Notice that the first period of each cohort is 100% -- this is because our cohorts are based on each user's first purchase, meaning everyone in the cohort purchased in month 1.
In [12]:
user_retention[['2009-06', '2009-07', '2009-08']].plot(figsize=(10,5))
plt.title('Cohorts: User Retention')
plt.xticks(np.arange(1, 12.1, 1))
plt.xlim(1, 12)
plt.ylabel('% of Cohort Purchasing');
In [13]:
# Creating heatmaps in matplotlib is more difficult than it should be.
# Thankfully, Seaborn makes them easy for us.
# http://stanford.edu/~mwaskom/software/seaborn/
import seaborn as sns
sns.set(style='white')
plt.figure(figsize=(12, 8))
plt.title('Cohorts: User Retention')
sns.heatmap(user_retention.T, mask=user_retention.T.isnull(), annot=True, fmt='.0%');
Unsurprisingly, we can see from the above chart that fewer users tend to purchase as time goes on.

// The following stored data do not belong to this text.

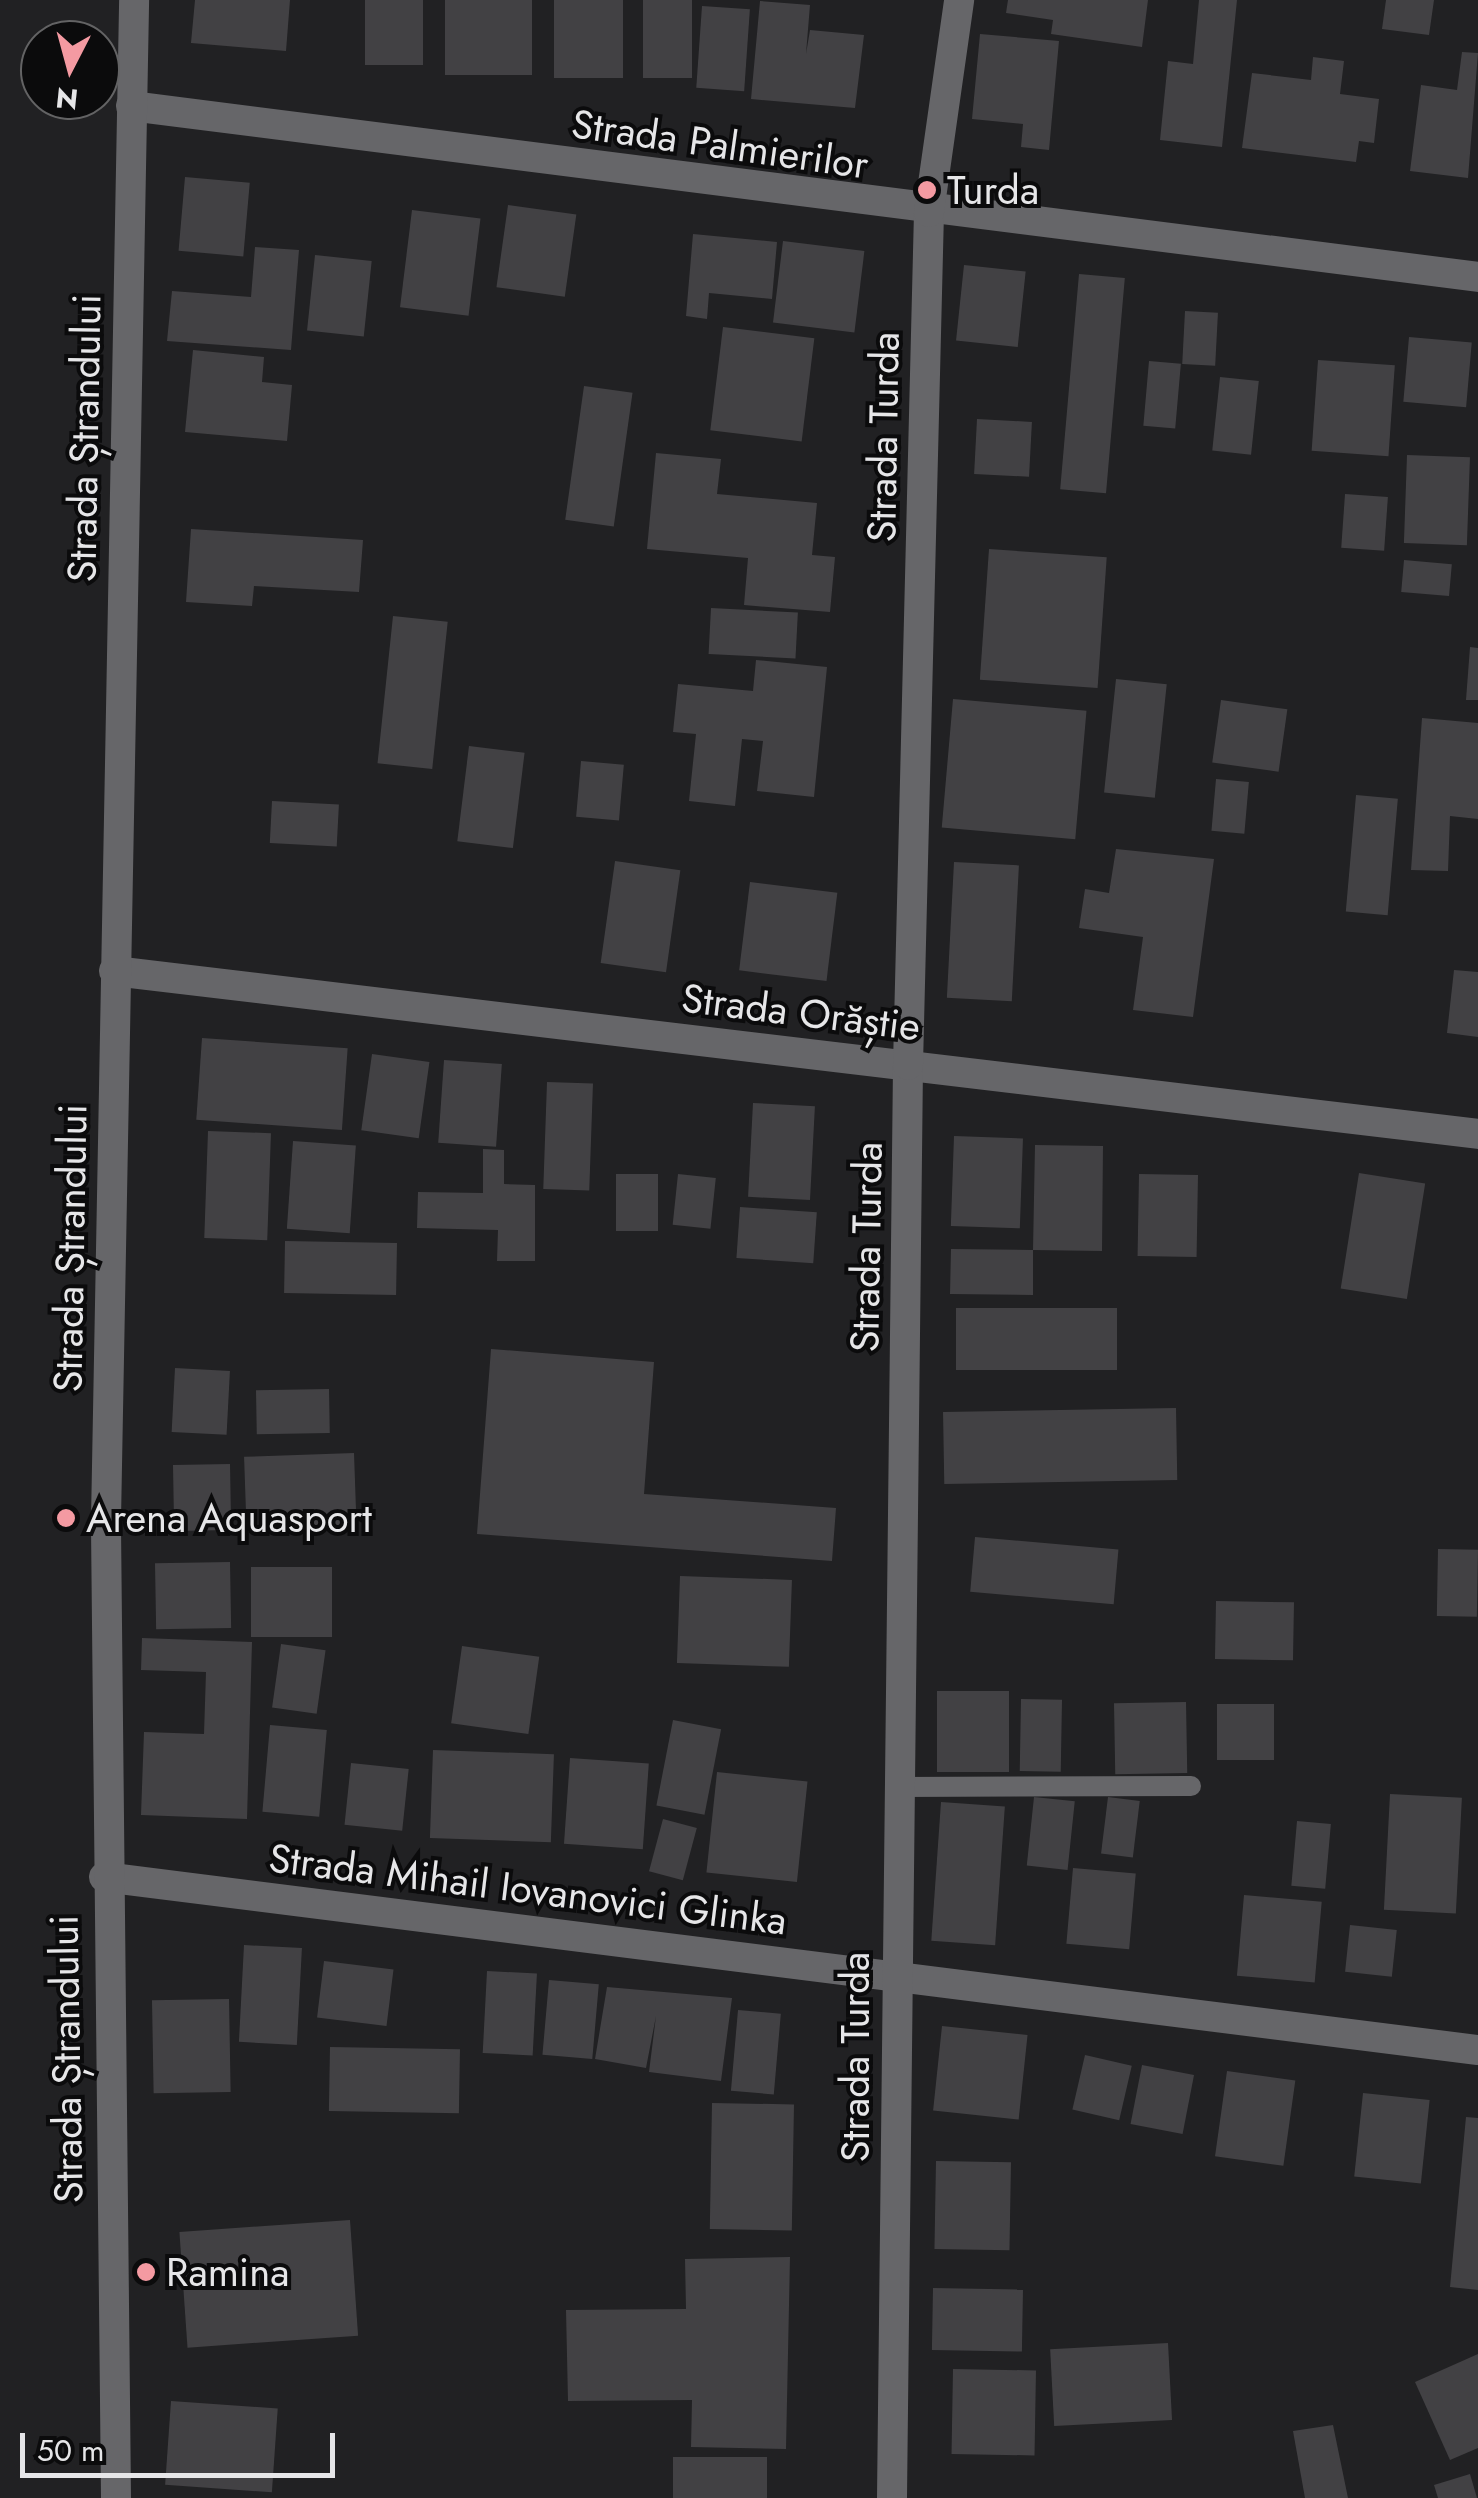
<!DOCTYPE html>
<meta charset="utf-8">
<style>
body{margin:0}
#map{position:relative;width:1478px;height:2498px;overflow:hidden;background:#212123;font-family:Jost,sans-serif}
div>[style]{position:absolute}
.building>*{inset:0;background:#424144;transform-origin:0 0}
.service>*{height:20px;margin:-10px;padding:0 10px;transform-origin:10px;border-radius:10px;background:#666669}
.minor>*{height:30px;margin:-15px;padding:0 15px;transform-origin:15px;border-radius:15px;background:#666669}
.dots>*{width:28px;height:28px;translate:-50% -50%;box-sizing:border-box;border:5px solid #0b0b0c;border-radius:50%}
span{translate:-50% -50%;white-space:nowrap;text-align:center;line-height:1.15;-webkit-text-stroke:8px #0b0b0c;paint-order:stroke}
.street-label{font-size:40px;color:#e6e6e8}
.poi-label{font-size:40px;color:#e6e6e8}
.left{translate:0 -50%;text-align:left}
.north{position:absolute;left:20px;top:20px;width:100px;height:100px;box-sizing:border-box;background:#0b0b0c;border:2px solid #636364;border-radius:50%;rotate:186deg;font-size:28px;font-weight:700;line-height:40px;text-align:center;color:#e6e6e8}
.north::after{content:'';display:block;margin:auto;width:35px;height:45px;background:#f49aa2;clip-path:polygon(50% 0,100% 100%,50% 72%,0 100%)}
.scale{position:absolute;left:20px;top:2433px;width:315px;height:45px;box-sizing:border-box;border:5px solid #e6e6e8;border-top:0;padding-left:12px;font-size:30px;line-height:35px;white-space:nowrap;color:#e6e6e8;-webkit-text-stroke:8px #0b0b0c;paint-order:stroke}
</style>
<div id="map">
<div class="building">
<div style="clip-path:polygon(195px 0,290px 0,286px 51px,191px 43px)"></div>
<div style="left:365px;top:0;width:58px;height:65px"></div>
<div style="left:445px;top:0;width:87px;height:75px"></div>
<div style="left:554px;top:0;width:69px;height:78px"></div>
<div style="left:643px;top:0;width:49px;height:78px"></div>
<div style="clip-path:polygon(1008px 0,1148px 0,1142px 47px,1051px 34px,1053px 20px,1006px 13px)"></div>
<div style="clip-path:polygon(1199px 0,1237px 0,1222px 147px,1160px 140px,1168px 61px,1193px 64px)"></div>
<div style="clip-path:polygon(1386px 0,1434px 0,1429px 35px,1382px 29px)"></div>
<div style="clip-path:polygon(760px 1px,810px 5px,806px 54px,810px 30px,864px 35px,855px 108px,751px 99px)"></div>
<div style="left:702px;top:6px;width:48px;height:82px;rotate:4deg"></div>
<div style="clip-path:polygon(980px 34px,1059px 41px,1049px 150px,1021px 147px,1023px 124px,972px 119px)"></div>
<div style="clip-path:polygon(1462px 52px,1478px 53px,1468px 178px,1410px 171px,1421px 85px,1457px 90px)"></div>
<div style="clip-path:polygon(1313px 57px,1344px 61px,1340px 94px,1379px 99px,1374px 143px,1359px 141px,1356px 162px,1242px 148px,1252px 73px,1311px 80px)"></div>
<div style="left:185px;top:177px;width:65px;height:74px;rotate:5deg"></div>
<div style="left:508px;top:205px;width:69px;height:83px;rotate:8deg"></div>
<div style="left:412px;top:210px;width:69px;height:98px;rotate:7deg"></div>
<div style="clip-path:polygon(693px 234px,777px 242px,772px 299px,709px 293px,707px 319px,686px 316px)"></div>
<div style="left:783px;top:241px;width:82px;height:82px;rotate:7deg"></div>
<div style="clip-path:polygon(255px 247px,299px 250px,291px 350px,167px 341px,172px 291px,251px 297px)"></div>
<div style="left:315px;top:255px;width:57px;height:76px;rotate:6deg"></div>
<div style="left:964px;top:265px;width:62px;height:76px;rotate:6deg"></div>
<div style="left:1079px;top:274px;width:46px;height:216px;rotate:5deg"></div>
<div style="left:1185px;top:311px;width:33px;height:53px;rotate:3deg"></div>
<div style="left:723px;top:327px;width:92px;height:104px;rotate:7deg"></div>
<div style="left:1409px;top:337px;width:63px;height:65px;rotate:5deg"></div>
<div style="clip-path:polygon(193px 350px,264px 357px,262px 382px,292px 385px,287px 441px,185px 432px)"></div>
<div style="left:1318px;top:360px;width:77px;height:91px;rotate:4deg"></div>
<div style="left:1149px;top:361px;width:32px;height:65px;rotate:5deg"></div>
<div style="left:1220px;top:377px;width:39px;height:74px;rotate:6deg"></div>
<div style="left:584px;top:386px;width:49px;height:135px;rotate:8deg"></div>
<div style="left:977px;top:419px;width:55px;height:55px;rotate:3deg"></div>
<div style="clip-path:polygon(656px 453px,721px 459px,717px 494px,817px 503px,812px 555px,835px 557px,830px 612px,744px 605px,748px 558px,647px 549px)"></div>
<div style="left:1407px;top:455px;width:63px;height:88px;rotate:2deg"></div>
<div style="left:1345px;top:494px;width:43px;height:54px;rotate:4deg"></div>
<div style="clip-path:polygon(191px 529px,363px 540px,359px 592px,254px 586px,252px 606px,186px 602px)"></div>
<div style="left:989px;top:549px;width:118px;height:131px;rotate:4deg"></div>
<div style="left:1404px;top:560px;width:48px;height:32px;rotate:5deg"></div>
<div style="left:711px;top:608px;width:87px;height:46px;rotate:3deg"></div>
<div style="left:393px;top:616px;width:55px;height:148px;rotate:6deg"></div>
<div style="clip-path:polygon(1470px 647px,1478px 648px,1478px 700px,1466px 700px)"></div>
<div style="clip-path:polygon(756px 660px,827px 667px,814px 797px,757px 791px,763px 741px,742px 739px,735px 806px,689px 801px,696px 734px,673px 732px,678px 684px,753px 691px)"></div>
<div style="left:1116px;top:679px;width:51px;height:114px;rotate:6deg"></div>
<div style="left:953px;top:699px;width:134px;height:129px;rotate:5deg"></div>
<div style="left:1221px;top:700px;width:67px;height:63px;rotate:8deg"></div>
<div style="clip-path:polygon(1422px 718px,1478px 723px,1478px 819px,1450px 816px,1448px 871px,1411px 870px)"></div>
<div style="left:469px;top:746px;width:56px;height:96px;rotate:7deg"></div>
<div style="left:581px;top:761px;width:43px;height:56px;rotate:5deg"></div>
<div style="left:1216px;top:779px;width:33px;height:52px;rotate:5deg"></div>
<div style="left:1356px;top:795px;width:42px;height:117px;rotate:5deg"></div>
<div style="left:272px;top:801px;width:67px;height:42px;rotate:3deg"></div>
<div style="clip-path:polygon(1116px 849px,1214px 859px,1193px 1017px,1133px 1010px,1143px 937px,1079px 928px,1085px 889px,1109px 893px)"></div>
<div style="left:615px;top:861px;width:66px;height:103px;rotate:8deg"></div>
<div style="left:954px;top:862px;width:65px;height:136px;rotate:3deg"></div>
<div style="left:750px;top:882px;width:88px;height:89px;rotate:7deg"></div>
<div style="clip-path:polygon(1454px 970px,1478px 972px,1478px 1037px,1447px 1033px)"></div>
<div style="left:202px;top:1038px;width:146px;height:82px;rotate:4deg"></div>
<div style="left:372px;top:1054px;width:58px;height:77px;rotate:8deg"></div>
<div style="left:444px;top:1060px;width:58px;height:83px;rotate:4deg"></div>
<div style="left:547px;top:1082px;width:46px;height:107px;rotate:2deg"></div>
<div style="left:753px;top:1103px;width:62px;height:94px;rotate:3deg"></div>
<div style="left:208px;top:1131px;width:63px;height:107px;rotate:2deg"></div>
<div style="left:954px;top:1136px;width:69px;height:90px;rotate:2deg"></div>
<div style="left:293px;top:1141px;width:63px;height:88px;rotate:4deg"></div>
<div style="clip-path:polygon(1035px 1145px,1103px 1146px,1102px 1251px,1033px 1250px,1033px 1295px,950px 1294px,951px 1249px,1033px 1250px)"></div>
<div style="clip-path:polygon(483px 1149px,504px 1150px,504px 1184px,535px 1185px,535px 1261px,497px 1261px,498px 1230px,417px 1228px,418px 1192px,483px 1193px)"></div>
<div style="left:1359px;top:1173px;width:67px;height:117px;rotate:9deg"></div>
<div style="left:658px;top:1174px;width:57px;height:42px;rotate:90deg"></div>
<div style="left:678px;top:1174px;width:38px;height:51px;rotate:6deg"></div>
<div style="left:1139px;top:1174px;width:59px;height:82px;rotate:1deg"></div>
<div style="left:740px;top:1207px;width:77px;height:51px;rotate:4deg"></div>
<div style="left:285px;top:1241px;width:112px;height:52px;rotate:1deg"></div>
<div style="left:956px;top:1308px;width:161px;height:62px"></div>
<div style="clip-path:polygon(491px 1349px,654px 1362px,644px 1494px,836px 1508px,832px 1561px,477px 1534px)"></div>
<div style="left:175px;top:1368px;width:55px;height:64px;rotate:3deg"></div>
<div style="left:329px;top:1389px;width:44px;height:73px;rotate:89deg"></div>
<div style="left:1176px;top:1408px;width:72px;height:233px;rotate:89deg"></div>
<div style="left:354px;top:1453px;width:75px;height:110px;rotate:88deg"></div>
<div style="left:230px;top:1464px;width:66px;height:57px;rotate:89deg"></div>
<div style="left:975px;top:1537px;width:144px;height:55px;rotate:5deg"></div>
<div style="left:1438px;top:1549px;width:40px;height:67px;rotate:1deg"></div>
<div style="left:230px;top:1562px;width:66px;height:75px;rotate:89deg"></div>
<div style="left:251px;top:1567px;width:81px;height:70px"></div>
<div style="left:680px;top:1576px;width:112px;height:87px;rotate:2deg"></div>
<div style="left:1216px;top:1601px;width:78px;height:58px;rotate:1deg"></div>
<div style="clip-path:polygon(142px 1638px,252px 1642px,247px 1819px,141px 1815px,144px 1732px,204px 1734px,206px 1672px,141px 1670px)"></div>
<div style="left:281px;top:1644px;width:45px;height:64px;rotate:8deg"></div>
<div style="left:462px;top:1646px;width:78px;height:78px;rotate:8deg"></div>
<div style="left:937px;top:1691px;width:72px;height:81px"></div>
<div style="left:1021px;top:1699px;width:41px;height:72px;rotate:1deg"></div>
<div style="left:1186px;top:1702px;width:71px;height:72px;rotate:89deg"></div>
<div style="left:1217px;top:1704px;width:57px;height:56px"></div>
<div style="left:673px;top:1720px;width:49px;height:87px;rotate:11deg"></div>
<div style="left:270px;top:1725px;width:57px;height:87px;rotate:5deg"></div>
<div style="left:433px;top:1750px;width:121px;height:88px;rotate:2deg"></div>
<div style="left:570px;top:1758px;width:79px;height:86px;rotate:4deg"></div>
<div style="left:351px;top:1763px;width:58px;height:62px;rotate:6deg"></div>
<div style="left:717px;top:1772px;width:91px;height:101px;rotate:6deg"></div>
<div style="left:1390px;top:1794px;width:72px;height:116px;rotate:3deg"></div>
<div style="left:1034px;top:1797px;width:41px;height:69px;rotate:6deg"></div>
<div style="left:1108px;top:1797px;width:32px;height:57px;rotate:7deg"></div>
<div style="left:941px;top:1802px;width:64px;height:139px;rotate:4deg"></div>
<div style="left:663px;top:1819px;width:35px;height:54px;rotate:15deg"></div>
<div style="left:1297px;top:1821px;width:34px;height:65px;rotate:5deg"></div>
<div style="left:1073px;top:1868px;width:63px;height:76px;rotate:5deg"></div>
<div style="left:1244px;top:1895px;width:78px;height:81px;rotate:5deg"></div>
<div style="left:1350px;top:1925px;width:47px;height:47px;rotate:6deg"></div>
<div style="left:244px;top:1945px;width:58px;height:97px;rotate:3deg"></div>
<div style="left:324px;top:1961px;width:70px;height:57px;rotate:7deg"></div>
<div style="left:487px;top:1971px;width:50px;height:82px;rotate:3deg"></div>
<div style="left:549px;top:1980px;width:50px;height:75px;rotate:5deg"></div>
<div style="clip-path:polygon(607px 1987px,732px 1998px,721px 2081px,649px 2072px,656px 2016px,646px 2068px,595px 2059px)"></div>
<div style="left:229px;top:1999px;width:93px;height:77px;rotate:89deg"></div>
<div style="left:738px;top:2010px;width:43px;height:81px;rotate:5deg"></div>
<div style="left:942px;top:2026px;width:86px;height:85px;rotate:6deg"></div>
<div style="left:330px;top:2047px;width:130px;height:64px;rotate:1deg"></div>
<div style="left:1085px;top:2055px;width:48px;height:56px;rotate:13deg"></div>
<div style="left:1142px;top:2065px;width:53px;height:60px;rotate:11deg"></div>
<div style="left:1227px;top:2071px;width:69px;height:86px;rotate:8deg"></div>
<div style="left:1363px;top:2093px;width:67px;height:84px;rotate:6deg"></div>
<div style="left:712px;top:2103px;width:82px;height:126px;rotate:1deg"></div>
<div style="clip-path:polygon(1466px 2117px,1478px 2118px,1478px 2290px,1450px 2287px)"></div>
<div style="left:936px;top:2161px;width:75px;height:88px;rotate:1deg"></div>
<div style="left:350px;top:2220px;width:116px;height:171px;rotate:86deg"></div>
<div style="clip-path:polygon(790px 2257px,786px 2449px,691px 2447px,692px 2400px,568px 2401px,566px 2310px,686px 2309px,685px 2259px)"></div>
<div style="left:933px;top:2288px;width:90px;height:62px;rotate:1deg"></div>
<div style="left:1168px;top:2343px;width:77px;height:118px;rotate:87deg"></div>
<div style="clip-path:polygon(1478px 2354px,1478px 2448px,1450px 2460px,1415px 2382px)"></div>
<div style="left:953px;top:2369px;width:83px;height:85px;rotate:1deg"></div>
<div style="left:171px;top:2401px;width:107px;height:84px;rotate:4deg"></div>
<div style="clip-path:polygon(1333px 2425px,1348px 2498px,1305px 2498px,1293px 2431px)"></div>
<div style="left:673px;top:2457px;width:94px;height:41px"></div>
<div style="clip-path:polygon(1470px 2474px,1477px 2498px,1438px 2498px,1434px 2485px)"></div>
</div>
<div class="service">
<div style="left:898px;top:1787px;width:293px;rotate:-0.2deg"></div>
</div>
<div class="minor">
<div style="left:131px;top:106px;width:1358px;rotate:7.23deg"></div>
<div style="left:114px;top:971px;width:1374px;rotate:6.81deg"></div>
<div style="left:104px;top:1877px;width:1385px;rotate:7.18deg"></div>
<div style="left:116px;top:2498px;width:978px;rotate:-90.59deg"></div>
<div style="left:106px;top:1520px;width:1520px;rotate:-88.94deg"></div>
<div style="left:892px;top:2498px;width:1433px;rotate:-89.36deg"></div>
<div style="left:908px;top:1065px;width:853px;rotate:-88.59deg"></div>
<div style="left:929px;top:212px;width:214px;rotate:-81.9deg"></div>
</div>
<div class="dots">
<div style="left:927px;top:190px;background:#f49aa2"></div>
<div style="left:66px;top:1518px;background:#f49aa2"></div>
<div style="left:146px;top:2272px;background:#f49aa2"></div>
</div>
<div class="street-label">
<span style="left:720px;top:144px;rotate:8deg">Strada Palmierilor</span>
<span style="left:883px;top:437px;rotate:-89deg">Strada Turda</span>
<span style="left:84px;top:438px;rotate:-89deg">Strada Ștrandului</span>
<span style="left:801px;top:1012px;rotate:7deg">Strada Orăștie</span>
<span style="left:866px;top:1247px;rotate:-89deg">Strada Turda</span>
<span style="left:70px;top:1248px;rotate:-89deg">Strada Ștrandului</span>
<span style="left:528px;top:1889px;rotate:7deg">Strada Mihail Iovanovici Glinka</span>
<span style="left:855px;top:2057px;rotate:-90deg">Strada Turda</span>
<span style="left:66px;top:2059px;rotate:-91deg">Strada Ștrandului</span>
</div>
<div class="poi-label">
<span class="left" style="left:947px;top:190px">Turda</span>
<span class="left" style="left:86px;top:1518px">Arena Aquasport</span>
<span class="left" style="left:166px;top:2272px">Ramina</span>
</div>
<div class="north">N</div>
<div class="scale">50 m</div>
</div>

However, we can also see that the 2009-01 cohort is the strongest, which enables us to ask targeted questions about this cohort compared to others -- what other attributes (besides first purchase month) do these users share which might be causing them to stick around? How were the majority of these users acquired? Was there a specific marketing campaign that brought them in? Did they take advantage of a promotion at sign-up? The answers to these questions would inform future marketing and product efforts.